Sedikit pun ia tak mau toleran, apalagi mengerti. Majikan enggan memahamiku, mungkin karena sedari awal ia sudah tidak suka. Cuma, kenapa ia mau ”bekerjasama” denganku, menandatangani kontrak kerja? Sejak awal sikap nyonya memang begitu, ingin aku selalu sempurna. Tidak boleh melakukan kesalahan.

Pada hari kesembilan, perlakuan nyonya makin kelewatan. Leherku dicekik. Badanku dipukul sampai babak belur. Badanku membiru dan memar, hanya karena salah pasang sprei. Ceritanya, hari itu aku disuruh nyonya mengganti sprei. Kukerjakan perintah itu dengan senang hati. Ndak tahunya, aku keliru memasang sprei bergambar Micky Mouse itu. Seharusnya, bagian kepala terbalik bagian kaki. Pukulan yang cukup keras membuat telingaku tak berfungsi.

Saat memutuskan keluar dari rumah majikan, mulanya aku tak tahu harus berbuat apa. Di jalan aku seperi orang goblok. Celingak-celinguk mencari pertolongan. Beruntung, aku bertemu sesama BMI, yang kemudian memberi saran untuk melapor ke pemerintah setempat. Kondisi badanku yang masih sangat membutuhkan perawatan, tidak menyulitkan aku memberi laporan ke pihak berwajib. Tidak terlalu berbelit, karena ada bukti nyata.

Di sidang Labour Department, sebulan sesudah aku memasukkan laporan, majikan memberikan hakku melalui officer Labour. Sementara kasus penganiayaannya (sidang polisi), digelar sebulan setelah sidang hari itu. Namun, di sidang kriminal, ada sedikit kendala. Aku sempat cemas ketika majikan tiba-tiba menolak disidang satu ruangan denganku.

Permohonan majikan dikabulkan hakim. Saat itu, aku berpikir, majikan tidak mau membayar tuntutanku atas kasus penganiayaan. Sebab, pada hari-H itu, aku malah disuruh menunggu di luar ruangan. Ya, sama artinya aku tidak disidang.

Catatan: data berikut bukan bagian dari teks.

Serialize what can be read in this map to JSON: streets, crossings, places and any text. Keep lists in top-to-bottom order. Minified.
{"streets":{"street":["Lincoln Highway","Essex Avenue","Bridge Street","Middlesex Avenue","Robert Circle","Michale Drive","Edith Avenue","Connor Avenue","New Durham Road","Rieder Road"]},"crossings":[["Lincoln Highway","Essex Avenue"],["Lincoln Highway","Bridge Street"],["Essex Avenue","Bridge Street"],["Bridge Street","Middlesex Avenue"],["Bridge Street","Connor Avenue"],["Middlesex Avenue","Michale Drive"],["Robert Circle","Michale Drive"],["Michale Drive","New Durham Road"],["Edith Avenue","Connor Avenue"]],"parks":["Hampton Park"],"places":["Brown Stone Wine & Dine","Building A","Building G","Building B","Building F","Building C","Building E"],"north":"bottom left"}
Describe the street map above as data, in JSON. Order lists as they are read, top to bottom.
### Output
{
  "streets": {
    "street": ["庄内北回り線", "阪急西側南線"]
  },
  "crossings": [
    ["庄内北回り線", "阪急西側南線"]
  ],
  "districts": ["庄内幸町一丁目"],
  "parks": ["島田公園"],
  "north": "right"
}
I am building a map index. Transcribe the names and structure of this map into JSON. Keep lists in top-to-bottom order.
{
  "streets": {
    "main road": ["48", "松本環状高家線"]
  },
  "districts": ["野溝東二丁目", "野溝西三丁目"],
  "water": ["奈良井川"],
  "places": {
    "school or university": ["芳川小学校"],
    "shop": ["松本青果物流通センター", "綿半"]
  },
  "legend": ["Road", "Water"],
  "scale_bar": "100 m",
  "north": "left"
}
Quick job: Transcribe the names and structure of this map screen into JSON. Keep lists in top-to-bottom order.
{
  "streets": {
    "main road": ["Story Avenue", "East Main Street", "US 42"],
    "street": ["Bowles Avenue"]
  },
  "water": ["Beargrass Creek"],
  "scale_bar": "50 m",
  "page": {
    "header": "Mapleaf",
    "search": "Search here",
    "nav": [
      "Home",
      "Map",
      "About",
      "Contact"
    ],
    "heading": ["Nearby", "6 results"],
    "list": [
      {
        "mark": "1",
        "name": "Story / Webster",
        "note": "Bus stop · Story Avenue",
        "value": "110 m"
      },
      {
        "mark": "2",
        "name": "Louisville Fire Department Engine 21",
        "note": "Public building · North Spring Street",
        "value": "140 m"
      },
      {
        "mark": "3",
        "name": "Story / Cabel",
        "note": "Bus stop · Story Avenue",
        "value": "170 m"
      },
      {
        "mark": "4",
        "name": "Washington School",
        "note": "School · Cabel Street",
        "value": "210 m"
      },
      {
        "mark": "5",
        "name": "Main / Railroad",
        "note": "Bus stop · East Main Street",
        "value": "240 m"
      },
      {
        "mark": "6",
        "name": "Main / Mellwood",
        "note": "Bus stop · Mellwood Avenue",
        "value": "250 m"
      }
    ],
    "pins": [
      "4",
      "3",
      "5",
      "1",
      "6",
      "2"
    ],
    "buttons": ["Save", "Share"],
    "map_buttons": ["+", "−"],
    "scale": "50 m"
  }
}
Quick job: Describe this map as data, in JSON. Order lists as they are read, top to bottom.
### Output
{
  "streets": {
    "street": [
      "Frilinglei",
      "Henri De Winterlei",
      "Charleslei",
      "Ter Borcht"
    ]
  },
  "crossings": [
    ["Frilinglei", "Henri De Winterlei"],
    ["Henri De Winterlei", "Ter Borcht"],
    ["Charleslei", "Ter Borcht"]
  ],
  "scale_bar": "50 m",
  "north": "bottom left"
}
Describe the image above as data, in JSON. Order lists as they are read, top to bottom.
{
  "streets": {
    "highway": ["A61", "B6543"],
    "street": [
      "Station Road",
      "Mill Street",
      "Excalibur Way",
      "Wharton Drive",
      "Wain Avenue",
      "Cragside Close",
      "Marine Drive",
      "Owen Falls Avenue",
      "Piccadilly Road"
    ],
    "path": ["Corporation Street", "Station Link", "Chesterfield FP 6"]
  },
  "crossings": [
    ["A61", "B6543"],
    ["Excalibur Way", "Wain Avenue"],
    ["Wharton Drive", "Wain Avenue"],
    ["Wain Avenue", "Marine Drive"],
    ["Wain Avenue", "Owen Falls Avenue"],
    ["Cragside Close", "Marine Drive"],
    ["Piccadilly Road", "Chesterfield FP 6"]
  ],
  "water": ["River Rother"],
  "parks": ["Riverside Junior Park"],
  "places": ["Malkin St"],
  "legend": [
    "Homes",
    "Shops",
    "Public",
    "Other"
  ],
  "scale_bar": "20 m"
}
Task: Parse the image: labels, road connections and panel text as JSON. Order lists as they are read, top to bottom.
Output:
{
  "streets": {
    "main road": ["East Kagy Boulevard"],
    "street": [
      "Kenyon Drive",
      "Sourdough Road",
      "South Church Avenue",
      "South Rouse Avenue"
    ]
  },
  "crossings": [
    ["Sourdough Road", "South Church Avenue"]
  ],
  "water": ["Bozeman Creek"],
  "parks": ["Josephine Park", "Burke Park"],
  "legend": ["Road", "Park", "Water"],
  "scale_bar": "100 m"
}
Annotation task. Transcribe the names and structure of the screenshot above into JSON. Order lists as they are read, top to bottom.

Keluar dari ruang sidang – masih melalaui officer – majikan membayar tuntutanku. Dari officer yang selama ini begitu baik memihak BMI, aku beroleh informasi: majikan dikenai denda HK$ 5.000 plus tidak boleh mengambil pembantu asing (black list). Kata officer, majikanku selama ini sering gonta-ganti pembantu, tapi selalu berakhir dengan pemutusan kontrak kerja.

Tak jelas, apakah majikan yang meng-interminate duluan, atau pembantu yang minta putus kontrak. Namun sampai sejauh itu, pihak Labour tak bisa bertindak hanya berdasarkan anilisis. Meski demikian, pihaknya terus ”mengawasi” gerak-gerik majikan, terkait hobinya yang suka gonta-ganti pembantu. Denda dan warning baru ditetapkan setelah aku – satu-satunya BMI yang pernah bekerja di rumah yang berani melapor ke Labour.

Sebelum persidangan, aku menunggu berakhirnya kasus sambil mencari majikan baru. Sehingga, tak lama setelah urusan kelar, aku langsung bekerja di rumah majikan kedua. Berbekal sertifikat kemenangan, aku berharap, kejadian pertama tidak terulang lagi. Bersyukur pula, telingaku yang sering tak berfungsi mulai normal kembali.

Namun, tiada hujan tiada angin, oleh majikan kedua, aku malah di-PHK dengan cara yang tidak mengenakkan. Majikan bilang: mereka tidak puas dengan hasil kerjaku. Mereka juga bilang, aku lebih banyak nganggur, serta dicurigai mencuri barangnya. Jujur, selama bekerja di rumah itu aku memang merasa tidak punya pekerjaan berat. Aku hanya membersihkan rumah yang tidak butuh waktu lama dibereskan. Kedua anak asuhku sudah gede. Itu pun yang satu sudah berangkat dan sekolah di luar negeri.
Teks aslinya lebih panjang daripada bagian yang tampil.